Cloud native, chaos-tolerant FaunaDB adds support for SQL, GraphQL, and CQL

By George Anadiotis for Big on Data | April 9, 2019 -- 13:51 GMT (06:51 PDT) | Topic: Data Management

Kremlin leaves backdoor account in thousands of unprotected business databases "Admin@kremlin.ru" account spotted on thousands of Russian-linked, internet-exposed MongoDB databases.

Today's applications want it all, and the databases powering them are forced to follow: Auto-deployment and scalability both on-premise and in the cloud, multi-cloud, hybrid cloud, plus resilience, geo-distribution, and SQL. 

We've seen that the list of databases with all these is quite short. Today, however, another database is making that list: FaunaDB. FaunaDB was created by former Twitter employee No. 15 Evan Weaver to deal with the issues he has experienced first hand at Twitter. FaunaDB has been a NoSQL solution, but not anymore.

FaunaDB just switched camps overnight, becoming more interesting to a wider, diverse target audience, by adding support for GraphQL for web applications, as well as CQL for key-value access and SQL for relational workloads. ZDNet had a Q&A with Weaver to find out how and why this came to be, and what it means for FaunaDB and database users at large.

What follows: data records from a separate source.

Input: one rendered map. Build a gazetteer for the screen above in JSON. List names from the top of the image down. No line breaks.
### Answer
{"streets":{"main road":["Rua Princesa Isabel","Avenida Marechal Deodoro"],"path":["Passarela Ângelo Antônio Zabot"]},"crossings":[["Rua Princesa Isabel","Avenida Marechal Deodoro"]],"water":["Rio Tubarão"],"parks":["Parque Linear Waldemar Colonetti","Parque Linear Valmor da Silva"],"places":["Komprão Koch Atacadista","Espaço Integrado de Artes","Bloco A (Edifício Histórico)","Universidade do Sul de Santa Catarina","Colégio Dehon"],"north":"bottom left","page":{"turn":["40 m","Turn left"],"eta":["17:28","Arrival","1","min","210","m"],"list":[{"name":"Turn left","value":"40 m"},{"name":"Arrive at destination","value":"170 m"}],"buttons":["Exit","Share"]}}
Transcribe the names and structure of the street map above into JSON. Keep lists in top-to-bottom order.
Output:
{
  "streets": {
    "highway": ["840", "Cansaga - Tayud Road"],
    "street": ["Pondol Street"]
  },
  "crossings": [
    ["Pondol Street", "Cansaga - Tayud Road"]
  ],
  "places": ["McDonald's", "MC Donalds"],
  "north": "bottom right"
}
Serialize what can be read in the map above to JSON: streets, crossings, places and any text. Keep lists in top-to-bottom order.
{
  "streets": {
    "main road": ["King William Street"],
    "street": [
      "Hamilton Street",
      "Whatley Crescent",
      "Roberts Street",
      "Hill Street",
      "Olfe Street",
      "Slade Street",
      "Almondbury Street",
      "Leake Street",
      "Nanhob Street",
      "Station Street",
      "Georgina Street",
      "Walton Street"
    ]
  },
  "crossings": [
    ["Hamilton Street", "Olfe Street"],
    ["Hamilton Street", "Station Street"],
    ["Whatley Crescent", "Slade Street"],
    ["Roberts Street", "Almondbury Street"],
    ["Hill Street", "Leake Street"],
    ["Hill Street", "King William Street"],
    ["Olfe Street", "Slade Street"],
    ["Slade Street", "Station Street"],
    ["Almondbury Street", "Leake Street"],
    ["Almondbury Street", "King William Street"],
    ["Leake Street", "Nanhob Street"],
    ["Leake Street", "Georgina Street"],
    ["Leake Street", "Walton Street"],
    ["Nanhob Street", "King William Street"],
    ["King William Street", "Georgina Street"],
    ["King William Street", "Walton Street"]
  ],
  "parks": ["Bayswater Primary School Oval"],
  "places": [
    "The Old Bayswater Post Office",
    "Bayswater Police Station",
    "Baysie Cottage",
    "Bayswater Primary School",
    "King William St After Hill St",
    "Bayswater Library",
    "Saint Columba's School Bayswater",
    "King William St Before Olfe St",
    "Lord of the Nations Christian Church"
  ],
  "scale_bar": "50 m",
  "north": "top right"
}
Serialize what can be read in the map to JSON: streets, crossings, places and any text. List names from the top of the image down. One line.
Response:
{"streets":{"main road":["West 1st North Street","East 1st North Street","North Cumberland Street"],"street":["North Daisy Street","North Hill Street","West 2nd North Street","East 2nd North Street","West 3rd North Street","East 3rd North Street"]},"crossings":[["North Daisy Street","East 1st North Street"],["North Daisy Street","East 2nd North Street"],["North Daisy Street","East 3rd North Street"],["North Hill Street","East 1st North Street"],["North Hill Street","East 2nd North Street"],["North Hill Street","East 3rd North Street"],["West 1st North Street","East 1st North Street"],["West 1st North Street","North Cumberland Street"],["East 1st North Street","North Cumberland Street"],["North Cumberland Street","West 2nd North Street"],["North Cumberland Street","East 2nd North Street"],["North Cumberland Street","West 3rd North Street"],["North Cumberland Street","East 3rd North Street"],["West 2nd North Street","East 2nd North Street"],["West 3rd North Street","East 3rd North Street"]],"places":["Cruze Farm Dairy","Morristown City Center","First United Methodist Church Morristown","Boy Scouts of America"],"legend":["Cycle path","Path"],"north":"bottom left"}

The new FaunaDB: FQL, SQL, GraphQL

The first thing we wondered about was what kind of SQL will be supported. Is it SQL-like, or plain old ANSI SQL? Weaver said that the target is a variant of ANSI SQL like other relational databases: 

"Like those databases there will likely be a few custom keywords and a few places where the specification is unclear or we need to diverge slightly. Like others in our space, we will begin with the basics and keep extending and expanding over time to meet customer use cases. We believe SQL is important to the enterprise, but applications are evolving, and so are developer skills."

sql-1.png

By adding SQL support, FaunaDB has turned from NoSQL to SQL overnight.

How much variance there is in that variant, and whether that works for them, users will have to see for themselves. In any case, this opens the door to a vastly wider audience, unwilling or unable to learn the specifics of FaunaDB's own query language, FQL, in order to use it. But that's not all -- the new FaunaDB comes with GraphQL and CQL, too, each serving a different purpose.

GraphQL is a way to streamline access to REST APIs, and has lots of traction. But it's not something we are used to seeing databases supporting natively. Weaver noted that there was an effort to ensure that GraphQL is embedded natively and compiles transparently to FQL and offers all the same guarantees: 

"With Fauna's approach to APIs, you can manipulate any underlying dataset via any API, and always preserve strong consistency, row-level access control, QoS, temporality, and the like, even if not part of the API query language itself. This is fundamental to our API philosophy and extremely important distinction.

We can do this because these APIs run against a common Calvin powered core. Other databases with multiple interfaces typically bolt on entirely new query executors and often new storage engines, and are multi-API in name only, leading to a host of integration problems no better than running several different databases side by side."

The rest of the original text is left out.